TRY IT | Identify every line in the records below that contains the word "picture", and reproduce each one.

(Beginning of RAW DATA)

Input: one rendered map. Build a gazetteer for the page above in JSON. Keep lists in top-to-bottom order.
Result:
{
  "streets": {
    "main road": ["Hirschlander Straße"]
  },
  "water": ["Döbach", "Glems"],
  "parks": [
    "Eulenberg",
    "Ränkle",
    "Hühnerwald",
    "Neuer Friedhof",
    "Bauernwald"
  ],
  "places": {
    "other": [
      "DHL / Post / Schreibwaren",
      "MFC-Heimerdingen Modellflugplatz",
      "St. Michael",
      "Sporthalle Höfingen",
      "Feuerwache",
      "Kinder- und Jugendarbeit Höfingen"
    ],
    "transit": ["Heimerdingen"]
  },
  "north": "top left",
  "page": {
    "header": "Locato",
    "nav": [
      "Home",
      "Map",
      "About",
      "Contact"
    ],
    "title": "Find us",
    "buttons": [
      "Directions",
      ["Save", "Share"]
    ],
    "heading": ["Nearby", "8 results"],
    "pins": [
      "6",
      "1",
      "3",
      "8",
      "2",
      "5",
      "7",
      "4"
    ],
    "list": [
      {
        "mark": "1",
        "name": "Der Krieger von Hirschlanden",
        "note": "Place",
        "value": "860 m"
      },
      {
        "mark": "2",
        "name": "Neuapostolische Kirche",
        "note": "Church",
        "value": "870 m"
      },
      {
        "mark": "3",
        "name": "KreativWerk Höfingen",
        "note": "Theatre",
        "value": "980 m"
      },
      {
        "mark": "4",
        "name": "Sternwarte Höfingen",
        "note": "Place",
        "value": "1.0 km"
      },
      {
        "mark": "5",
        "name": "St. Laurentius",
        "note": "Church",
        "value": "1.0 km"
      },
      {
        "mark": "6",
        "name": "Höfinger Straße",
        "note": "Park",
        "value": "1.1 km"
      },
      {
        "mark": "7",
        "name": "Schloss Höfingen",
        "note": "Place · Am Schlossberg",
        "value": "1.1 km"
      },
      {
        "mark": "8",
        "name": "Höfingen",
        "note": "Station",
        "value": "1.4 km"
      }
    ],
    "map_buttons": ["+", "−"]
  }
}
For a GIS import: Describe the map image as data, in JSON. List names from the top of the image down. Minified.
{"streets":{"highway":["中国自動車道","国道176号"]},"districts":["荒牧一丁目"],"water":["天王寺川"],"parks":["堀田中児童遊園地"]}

(End of RAW DATA)
(Beginning of RAW DATA)

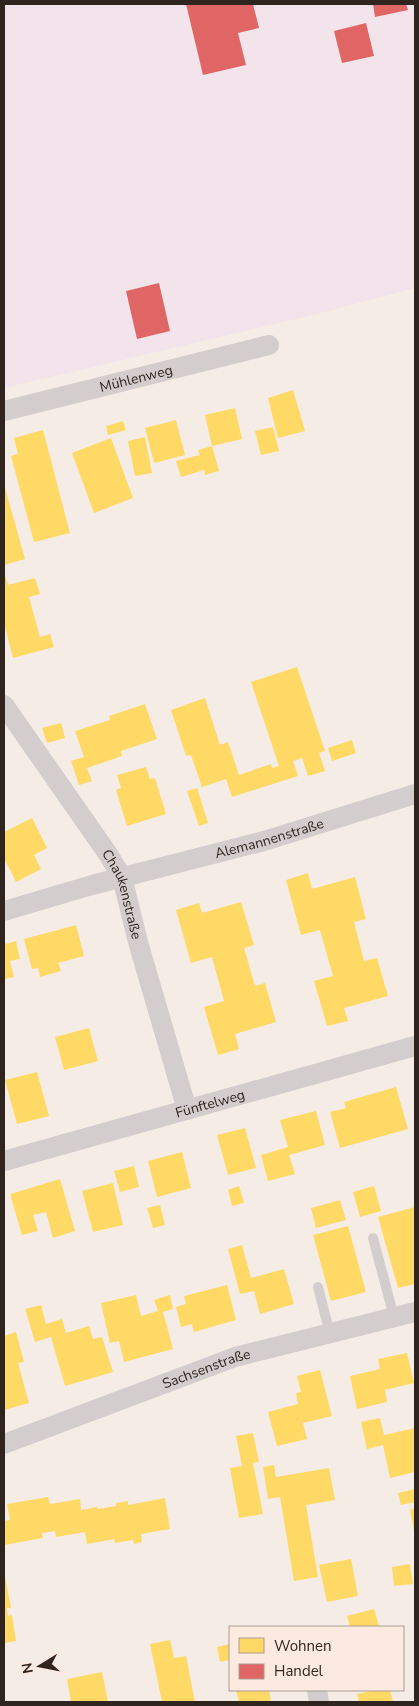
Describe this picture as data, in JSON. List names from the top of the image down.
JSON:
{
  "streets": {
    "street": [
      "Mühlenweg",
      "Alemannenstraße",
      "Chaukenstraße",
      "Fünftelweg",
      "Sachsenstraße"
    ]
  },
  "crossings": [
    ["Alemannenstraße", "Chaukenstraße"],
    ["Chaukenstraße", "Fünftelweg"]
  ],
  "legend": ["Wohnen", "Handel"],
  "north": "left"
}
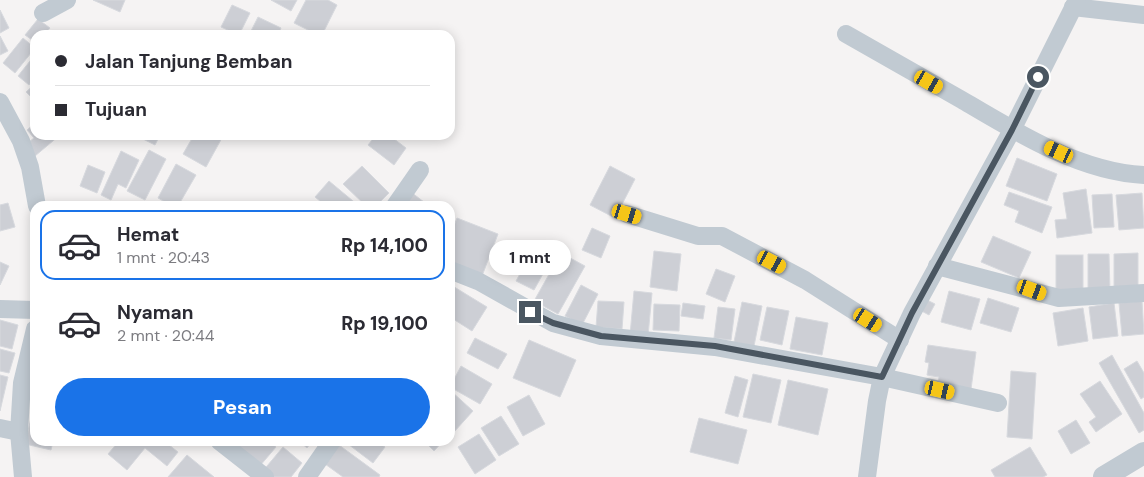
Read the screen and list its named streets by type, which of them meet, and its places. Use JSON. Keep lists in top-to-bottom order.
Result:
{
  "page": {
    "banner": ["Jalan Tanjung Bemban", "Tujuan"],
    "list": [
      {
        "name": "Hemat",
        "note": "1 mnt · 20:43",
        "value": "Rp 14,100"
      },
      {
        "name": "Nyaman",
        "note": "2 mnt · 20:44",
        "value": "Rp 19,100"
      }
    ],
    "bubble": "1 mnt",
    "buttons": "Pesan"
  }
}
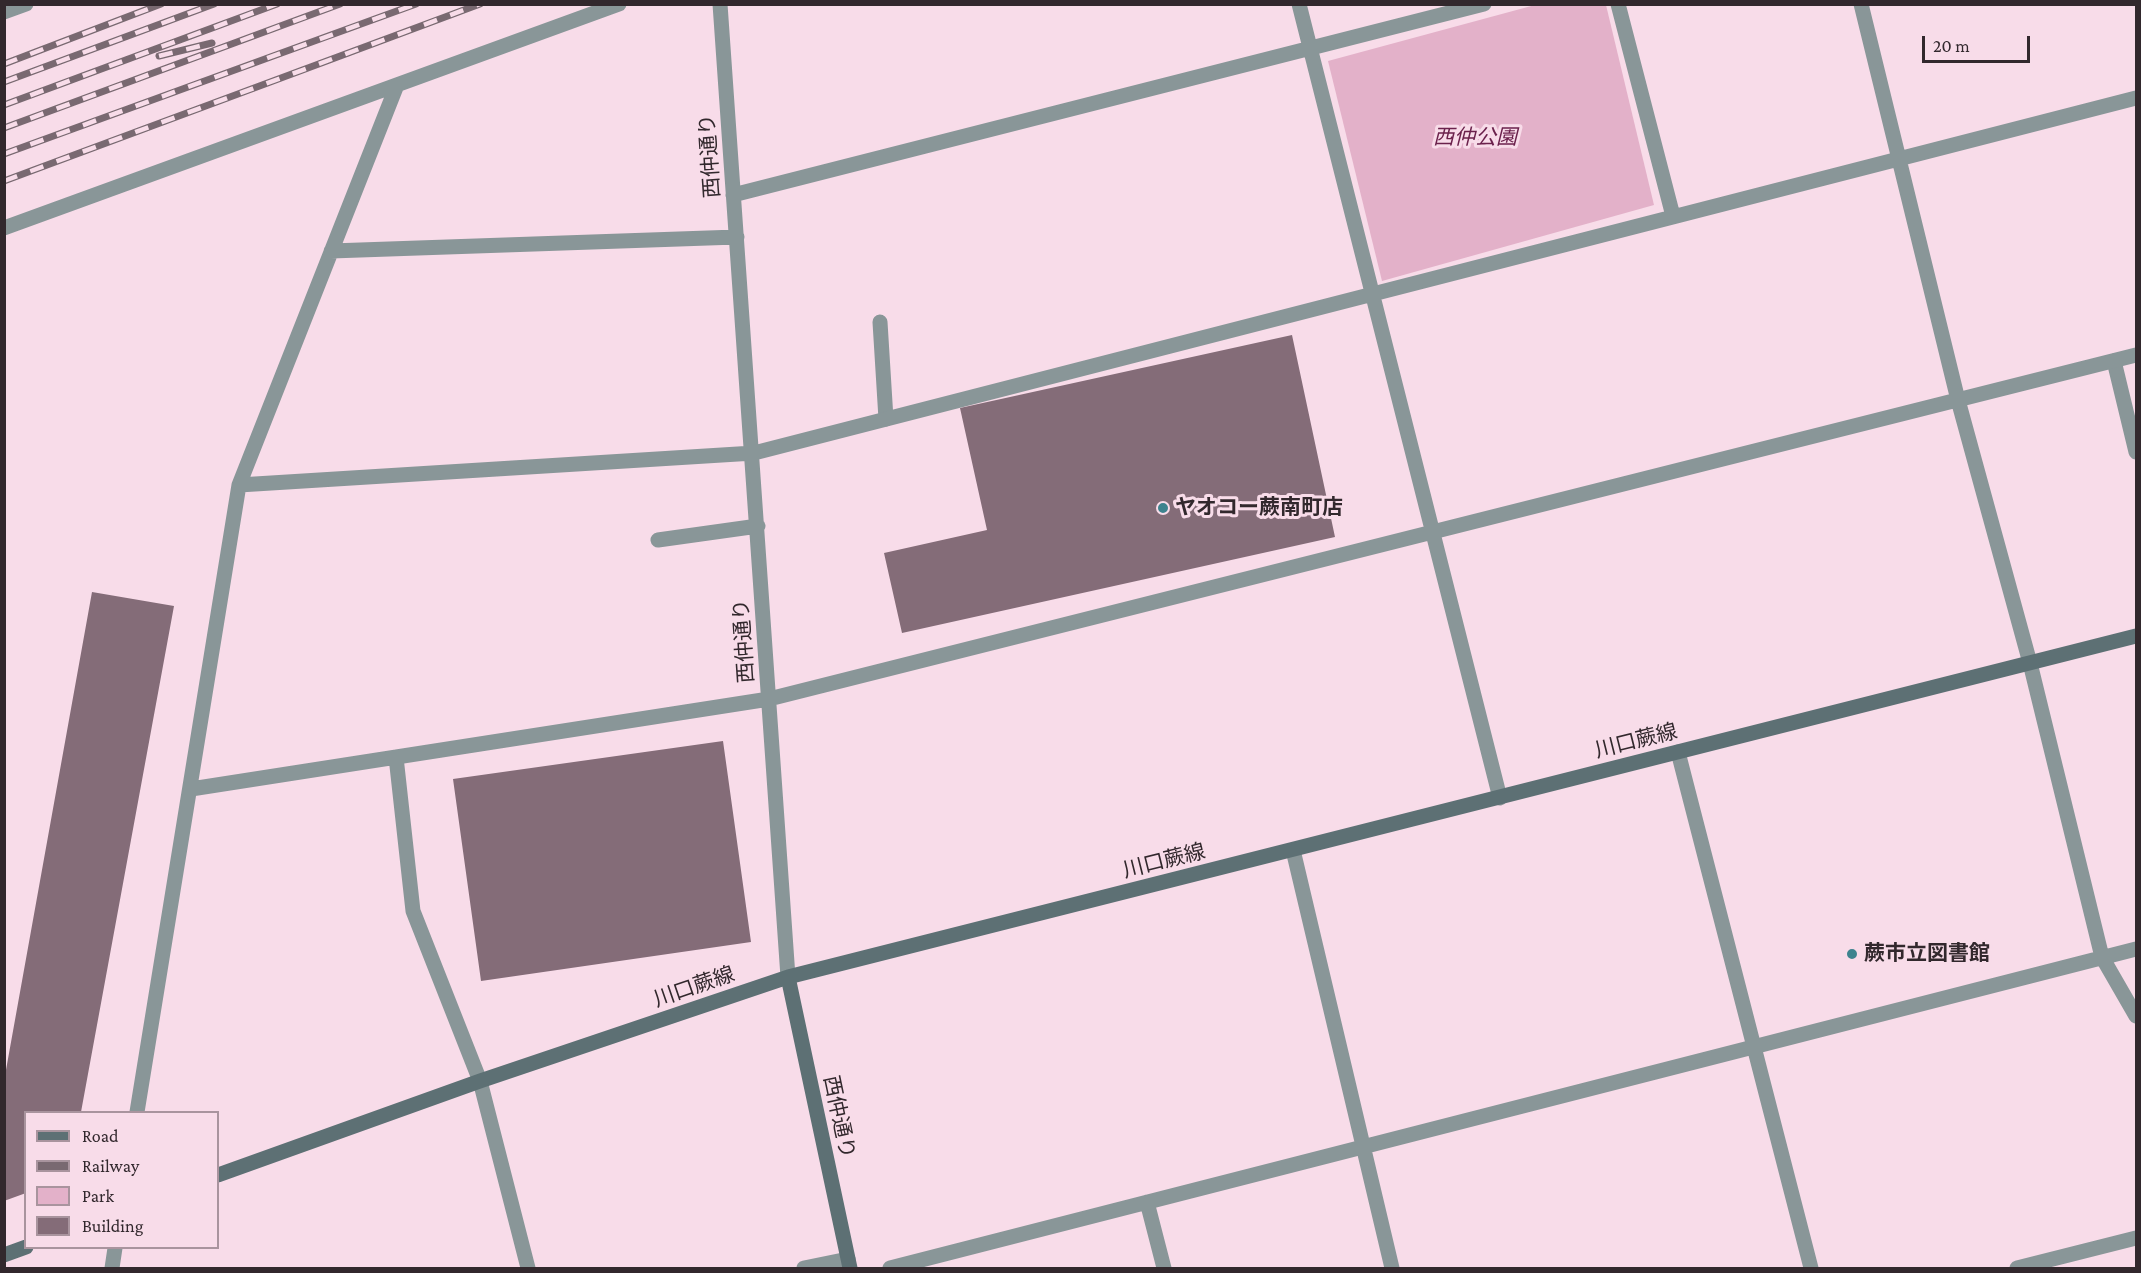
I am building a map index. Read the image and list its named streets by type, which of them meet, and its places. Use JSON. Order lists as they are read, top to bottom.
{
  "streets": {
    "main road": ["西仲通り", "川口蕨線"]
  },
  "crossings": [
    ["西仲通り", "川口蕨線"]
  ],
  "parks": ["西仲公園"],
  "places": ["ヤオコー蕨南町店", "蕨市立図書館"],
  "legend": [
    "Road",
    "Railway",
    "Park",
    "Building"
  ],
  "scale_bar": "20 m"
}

(End of RAW DATA)
(Beginning of RAW DATA)

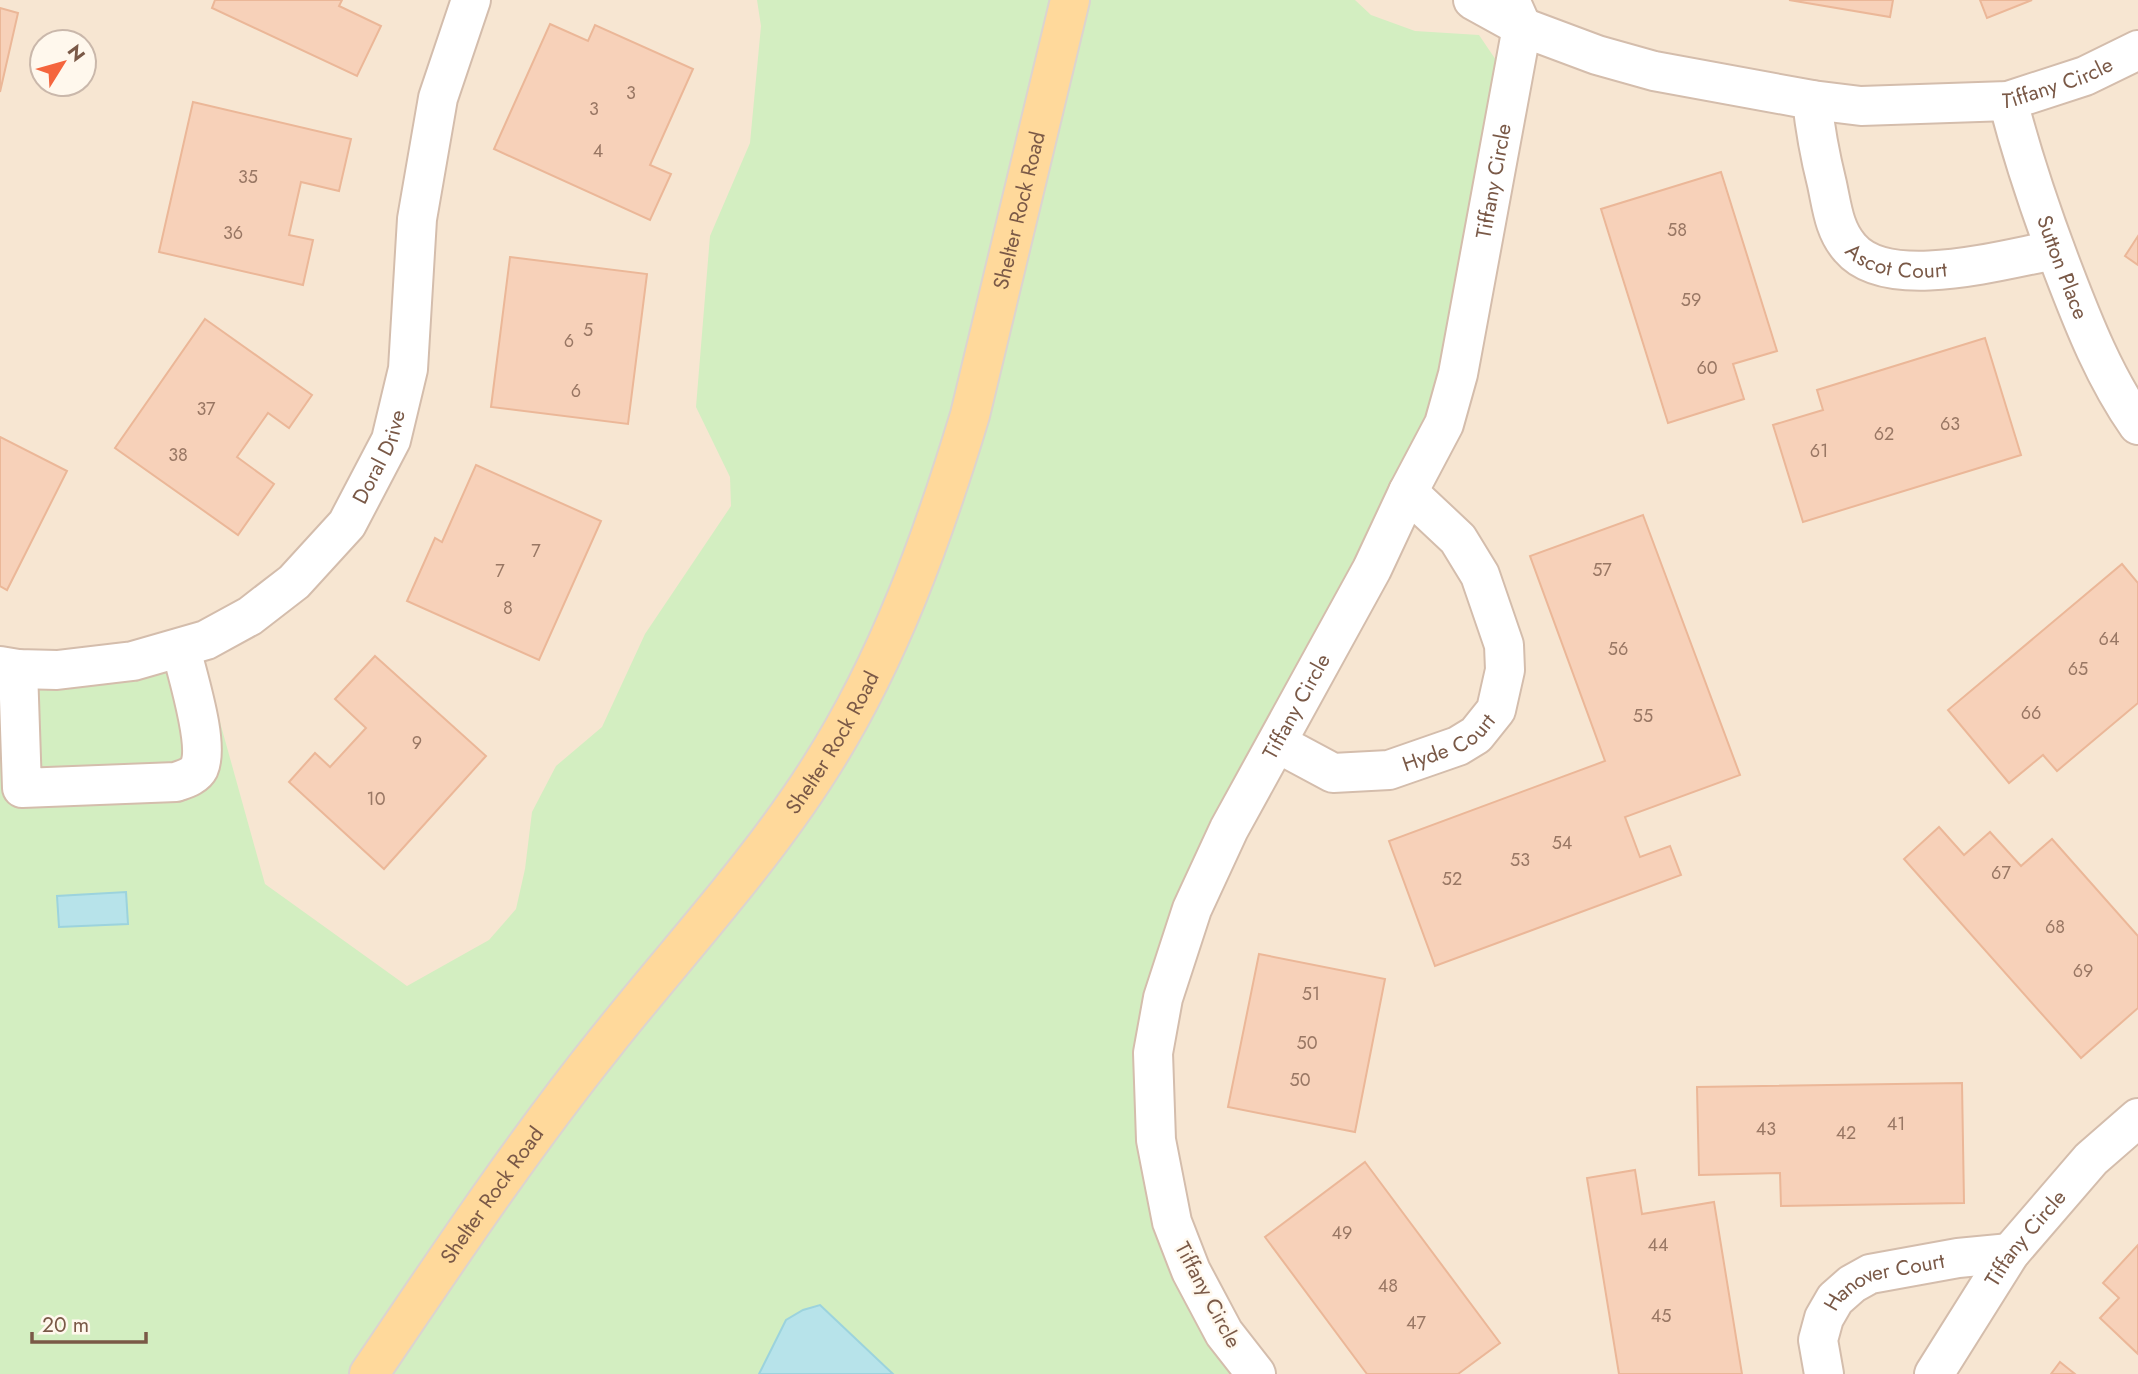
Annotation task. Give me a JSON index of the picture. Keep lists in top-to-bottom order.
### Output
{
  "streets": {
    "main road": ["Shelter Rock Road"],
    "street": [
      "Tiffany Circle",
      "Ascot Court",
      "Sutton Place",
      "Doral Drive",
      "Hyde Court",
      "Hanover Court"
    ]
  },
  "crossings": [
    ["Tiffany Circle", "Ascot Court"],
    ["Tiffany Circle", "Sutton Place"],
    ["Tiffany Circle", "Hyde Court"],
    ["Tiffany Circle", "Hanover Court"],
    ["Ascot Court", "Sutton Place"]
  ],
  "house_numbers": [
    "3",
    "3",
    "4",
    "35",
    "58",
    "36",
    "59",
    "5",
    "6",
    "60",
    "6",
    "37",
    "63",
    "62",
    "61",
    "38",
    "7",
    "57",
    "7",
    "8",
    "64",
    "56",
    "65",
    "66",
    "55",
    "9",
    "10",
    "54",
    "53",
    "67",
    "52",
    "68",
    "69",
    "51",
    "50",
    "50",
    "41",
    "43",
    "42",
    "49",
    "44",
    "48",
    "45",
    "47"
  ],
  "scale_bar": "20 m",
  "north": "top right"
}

(End of RAW DATA)

WORKED SOLUTION |
Describe this picture as data, in JSON. List names from the top of the image down.
Annotation task. Give me a JSON index of the picture. Keep lists in top-to-bottom order.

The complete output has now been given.